# Compare DMS to natural sequence evolution

In [1]:
# this cell is tagged parameters for papermill parameterization
dms_summary_csv = None
growth_rates_csv = None
pango_consensus_seqs_json = None
starting_clade = None
dms_clade = None
n_random = None
exclude_clades = None
pango_dms_phenotypes_csv = None
pango_randomized_dms_phenotypes_csv = None
pango_by_date_html = None
pango_affinity_vs_escape_html = None

In [2]:
# Parameters
starting_clade = "XBB"
dms_clade = "XBB.1.5"
dms_summary_csv = "results/summaries/summary.csv"
growth_rates_csv = "data/2023-09-18_Murrell_growth_estimates.csv"
pango_consensus_seqs_json = (
    "results/compare_natural/pango-consensus-sequences_summary.json"
)
pango_dms_phenotypes_csv = "results/compare_natural/pango_dms_phenotypes.csv"
pango_randomized_dms_phenotypes_csv = (
    "results/compare_natural/pango_randomized_dms_phenotypes.csv"
)
pango_by_date_html = "results/compare_natural/pango_dms_phenotypes_by_date.html"
pango_affinity_vs_escape_html = "results/compare_natural/pango_affinity_vs_escape.html"
n_random = 10
exclude_clades = []

import os
os.chdir("../")

In [3]:
import collections
import json
import re

import altair as alt

import numpy

import pandas as pd

import statsmodels.api

_ = alt.data_transformers.disable_max_rows()
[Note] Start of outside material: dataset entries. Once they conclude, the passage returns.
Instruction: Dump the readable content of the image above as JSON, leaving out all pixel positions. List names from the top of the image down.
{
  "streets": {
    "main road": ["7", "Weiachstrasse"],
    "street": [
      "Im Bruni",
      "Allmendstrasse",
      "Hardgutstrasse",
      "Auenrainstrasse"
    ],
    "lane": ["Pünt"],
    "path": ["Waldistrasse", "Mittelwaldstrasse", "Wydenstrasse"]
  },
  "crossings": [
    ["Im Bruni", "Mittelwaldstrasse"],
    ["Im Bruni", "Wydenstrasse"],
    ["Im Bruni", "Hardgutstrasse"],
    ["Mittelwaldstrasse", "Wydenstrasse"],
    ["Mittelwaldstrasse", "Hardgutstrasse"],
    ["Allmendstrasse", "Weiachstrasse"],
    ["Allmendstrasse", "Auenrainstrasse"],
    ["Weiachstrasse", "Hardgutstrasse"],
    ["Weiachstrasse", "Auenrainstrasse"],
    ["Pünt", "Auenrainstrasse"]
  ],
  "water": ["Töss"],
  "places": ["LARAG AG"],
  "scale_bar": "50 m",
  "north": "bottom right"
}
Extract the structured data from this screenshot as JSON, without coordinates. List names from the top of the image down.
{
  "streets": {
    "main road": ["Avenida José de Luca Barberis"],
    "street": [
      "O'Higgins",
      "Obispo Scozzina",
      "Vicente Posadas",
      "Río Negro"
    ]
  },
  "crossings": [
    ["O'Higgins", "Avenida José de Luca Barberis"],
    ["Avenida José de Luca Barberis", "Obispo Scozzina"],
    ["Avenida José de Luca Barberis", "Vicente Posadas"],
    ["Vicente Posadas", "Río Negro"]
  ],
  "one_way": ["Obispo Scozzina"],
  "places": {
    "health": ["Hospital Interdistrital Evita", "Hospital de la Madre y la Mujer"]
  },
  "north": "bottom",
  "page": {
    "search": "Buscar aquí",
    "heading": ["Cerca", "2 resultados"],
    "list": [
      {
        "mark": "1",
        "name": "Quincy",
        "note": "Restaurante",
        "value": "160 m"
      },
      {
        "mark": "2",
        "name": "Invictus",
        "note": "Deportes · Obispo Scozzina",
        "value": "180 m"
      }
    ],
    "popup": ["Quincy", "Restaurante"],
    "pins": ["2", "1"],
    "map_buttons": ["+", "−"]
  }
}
## Read Pango clades and mutations

In [4]:
with open(pango_consensus_seqs_json) as f:
    pango_clades = json.load(f)

def n_child_clades(c):
    """Get number of children clades of a Pango clade."""
    direct_children = pango_clades[c]["children"]
    return len(direct_children) + sum([n_child_clades(c_child) for c_child in direct_children])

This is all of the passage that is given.